- **Task brief**: After reading the data below, copy out every line that contains the word "setLineDash".

- **Records shown**:
---

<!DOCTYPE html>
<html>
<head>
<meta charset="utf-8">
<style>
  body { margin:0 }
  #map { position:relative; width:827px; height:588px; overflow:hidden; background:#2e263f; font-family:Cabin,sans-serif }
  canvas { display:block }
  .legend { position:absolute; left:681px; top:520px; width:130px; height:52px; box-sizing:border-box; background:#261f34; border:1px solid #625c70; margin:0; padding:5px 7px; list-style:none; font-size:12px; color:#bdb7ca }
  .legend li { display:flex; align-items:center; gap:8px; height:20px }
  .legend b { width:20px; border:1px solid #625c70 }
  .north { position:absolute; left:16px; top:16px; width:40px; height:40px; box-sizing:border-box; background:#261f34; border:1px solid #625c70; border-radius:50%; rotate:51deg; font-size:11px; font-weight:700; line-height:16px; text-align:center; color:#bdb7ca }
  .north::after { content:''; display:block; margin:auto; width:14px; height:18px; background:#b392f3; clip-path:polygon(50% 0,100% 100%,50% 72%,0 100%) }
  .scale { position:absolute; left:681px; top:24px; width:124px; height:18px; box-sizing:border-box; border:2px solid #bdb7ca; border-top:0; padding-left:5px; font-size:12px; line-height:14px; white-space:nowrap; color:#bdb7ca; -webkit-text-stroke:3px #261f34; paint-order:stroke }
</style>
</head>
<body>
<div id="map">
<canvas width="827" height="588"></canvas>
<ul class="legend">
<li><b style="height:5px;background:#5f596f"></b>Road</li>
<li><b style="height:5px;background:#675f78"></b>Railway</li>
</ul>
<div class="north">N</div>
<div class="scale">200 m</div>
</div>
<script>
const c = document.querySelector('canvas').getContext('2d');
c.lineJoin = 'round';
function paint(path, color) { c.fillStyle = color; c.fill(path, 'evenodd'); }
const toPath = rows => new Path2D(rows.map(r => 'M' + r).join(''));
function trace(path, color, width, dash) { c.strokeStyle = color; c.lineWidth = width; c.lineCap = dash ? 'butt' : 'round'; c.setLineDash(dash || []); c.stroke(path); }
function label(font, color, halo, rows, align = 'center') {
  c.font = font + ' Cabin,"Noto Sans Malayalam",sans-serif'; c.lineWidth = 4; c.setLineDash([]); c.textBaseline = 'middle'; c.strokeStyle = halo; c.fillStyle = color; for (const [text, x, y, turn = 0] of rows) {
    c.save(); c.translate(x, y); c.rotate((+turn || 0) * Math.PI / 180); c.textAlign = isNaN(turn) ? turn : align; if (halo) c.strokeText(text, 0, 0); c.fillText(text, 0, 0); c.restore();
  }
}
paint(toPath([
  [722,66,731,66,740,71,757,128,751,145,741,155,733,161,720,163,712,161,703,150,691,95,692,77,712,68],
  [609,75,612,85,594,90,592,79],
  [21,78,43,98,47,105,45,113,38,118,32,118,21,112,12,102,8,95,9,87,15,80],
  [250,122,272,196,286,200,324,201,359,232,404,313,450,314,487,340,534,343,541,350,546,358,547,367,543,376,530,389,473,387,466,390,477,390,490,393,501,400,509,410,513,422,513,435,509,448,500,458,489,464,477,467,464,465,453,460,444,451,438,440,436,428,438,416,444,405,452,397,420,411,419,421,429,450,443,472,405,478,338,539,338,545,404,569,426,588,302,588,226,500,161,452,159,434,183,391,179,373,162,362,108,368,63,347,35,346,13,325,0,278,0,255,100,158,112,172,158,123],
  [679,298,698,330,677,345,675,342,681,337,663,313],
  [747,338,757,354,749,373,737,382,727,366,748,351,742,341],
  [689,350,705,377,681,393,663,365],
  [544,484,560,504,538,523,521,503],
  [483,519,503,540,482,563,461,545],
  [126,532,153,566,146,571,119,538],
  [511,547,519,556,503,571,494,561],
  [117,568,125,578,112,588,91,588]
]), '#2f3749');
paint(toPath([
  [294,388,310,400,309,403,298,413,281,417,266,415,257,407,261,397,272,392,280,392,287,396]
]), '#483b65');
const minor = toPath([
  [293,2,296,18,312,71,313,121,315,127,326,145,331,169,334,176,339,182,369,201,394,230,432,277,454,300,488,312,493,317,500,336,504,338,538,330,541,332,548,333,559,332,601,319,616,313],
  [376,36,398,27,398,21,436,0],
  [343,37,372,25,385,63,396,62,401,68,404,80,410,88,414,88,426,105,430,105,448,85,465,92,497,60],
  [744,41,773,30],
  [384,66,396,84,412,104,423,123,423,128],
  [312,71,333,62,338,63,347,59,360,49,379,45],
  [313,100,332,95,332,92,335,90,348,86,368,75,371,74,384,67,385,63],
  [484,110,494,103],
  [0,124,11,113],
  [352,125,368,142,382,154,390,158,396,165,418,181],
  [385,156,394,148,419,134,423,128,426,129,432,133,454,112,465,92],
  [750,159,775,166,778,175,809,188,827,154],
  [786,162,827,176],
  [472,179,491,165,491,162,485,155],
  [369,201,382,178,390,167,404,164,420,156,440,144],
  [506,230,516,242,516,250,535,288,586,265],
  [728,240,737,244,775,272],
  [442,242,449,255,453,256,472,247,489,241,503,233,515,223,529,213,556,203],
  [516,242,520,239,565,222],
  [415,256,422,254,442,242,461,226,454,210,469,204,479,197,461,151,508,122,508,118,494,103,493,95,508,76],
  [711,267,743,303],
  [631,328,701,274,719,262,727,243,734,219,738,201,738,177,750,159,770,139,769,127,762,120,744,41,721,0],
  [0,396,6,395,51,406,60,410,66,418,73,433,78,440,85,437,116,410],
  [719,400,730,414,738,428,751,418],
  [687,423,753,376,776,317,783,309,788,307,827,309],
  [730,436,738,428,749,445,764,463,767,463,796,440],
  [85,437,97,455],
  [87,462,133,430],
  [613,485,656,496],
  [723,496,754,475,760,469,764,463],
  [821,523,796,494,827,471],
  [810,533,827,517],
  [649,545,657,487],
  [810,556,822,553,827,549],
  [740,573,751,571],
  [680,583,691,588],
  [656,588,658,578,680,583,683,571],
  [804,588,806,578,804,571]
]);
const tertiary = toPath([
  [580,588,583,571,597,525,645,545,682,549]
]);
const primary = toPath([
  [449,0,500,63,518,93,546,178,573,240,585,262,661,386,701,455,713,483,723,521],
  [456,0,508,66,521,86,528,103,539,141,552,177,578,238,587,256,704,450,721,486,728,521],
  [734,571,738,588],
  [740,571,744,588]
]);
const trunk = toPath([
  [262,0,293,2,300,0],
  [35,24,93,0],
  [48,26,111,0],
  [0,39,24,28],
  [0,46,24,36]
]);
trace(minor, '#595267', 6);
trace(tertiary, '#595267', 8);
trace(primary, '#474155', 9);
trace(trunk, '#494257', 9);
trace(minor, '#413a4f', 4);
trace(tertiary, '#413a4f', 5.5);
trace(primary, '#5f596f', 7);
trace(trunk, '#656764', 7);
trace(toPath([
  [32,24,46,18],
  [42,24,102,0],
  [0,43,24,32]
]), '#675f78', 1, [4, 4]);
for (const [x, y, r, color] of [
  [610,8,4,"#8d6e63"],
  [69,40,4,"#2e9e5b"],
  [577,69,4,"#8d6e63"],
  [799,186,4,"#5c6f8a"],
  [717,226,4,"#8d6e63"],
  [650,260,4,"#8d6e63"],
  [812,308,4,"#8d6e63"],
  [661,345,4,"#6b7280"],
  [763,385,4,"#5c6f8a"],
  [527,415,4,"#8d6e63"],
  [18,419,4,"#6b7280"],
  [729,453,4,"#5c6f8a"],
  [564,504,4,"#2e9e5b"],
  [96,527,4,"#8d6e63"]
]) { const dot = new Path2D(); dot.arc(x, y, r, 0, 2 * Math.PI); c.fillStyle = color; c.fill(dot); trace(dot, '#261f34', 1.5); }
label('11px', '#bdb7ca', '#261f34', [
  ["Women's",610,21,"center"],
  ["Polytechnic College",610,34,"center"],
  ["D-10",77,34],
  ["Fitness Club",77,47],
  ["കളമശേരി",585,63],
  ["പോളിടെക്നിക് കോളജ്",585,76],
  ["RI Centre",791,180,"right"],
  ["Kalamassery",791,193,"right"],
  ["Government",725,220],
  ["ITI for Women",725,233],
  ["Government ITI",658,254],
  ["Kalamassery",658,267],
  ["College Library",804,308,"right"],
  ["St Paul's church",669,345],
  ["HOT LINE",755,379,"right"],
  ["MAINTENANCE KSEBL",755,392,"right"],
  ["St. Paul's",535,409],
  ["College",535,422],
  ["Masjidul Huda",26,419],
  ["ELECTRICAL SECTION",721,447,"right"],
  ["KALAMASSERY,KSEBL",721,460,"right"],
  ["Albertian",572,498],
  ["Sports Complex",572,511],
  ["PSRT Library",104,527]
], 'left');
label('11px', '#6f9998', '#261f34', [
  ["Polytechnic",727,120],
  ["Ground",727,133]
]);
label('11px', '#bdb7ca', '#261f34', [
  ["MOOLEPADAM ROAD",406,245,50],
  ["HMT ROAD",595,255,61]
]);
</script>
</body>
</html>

---

- **Answer section**:
function trace(path, color, width, dash) { c.strokeStyle = color; c.lineWidth = width; c.lineCap = dash ? 'butt' : 'round'; c.setLineDash(dash || []); c.stroke(path); }
  c.font = font + ' Cabin,"Noto Sans Malayalam",sans-serif'; c.lineWidth = 4; c.setLineDash([]); c.textBaseline = 'middle'; c.strokeStyle = halo; c.fillStyle = color; for (const [text, x, y, turn = 0] of rows) {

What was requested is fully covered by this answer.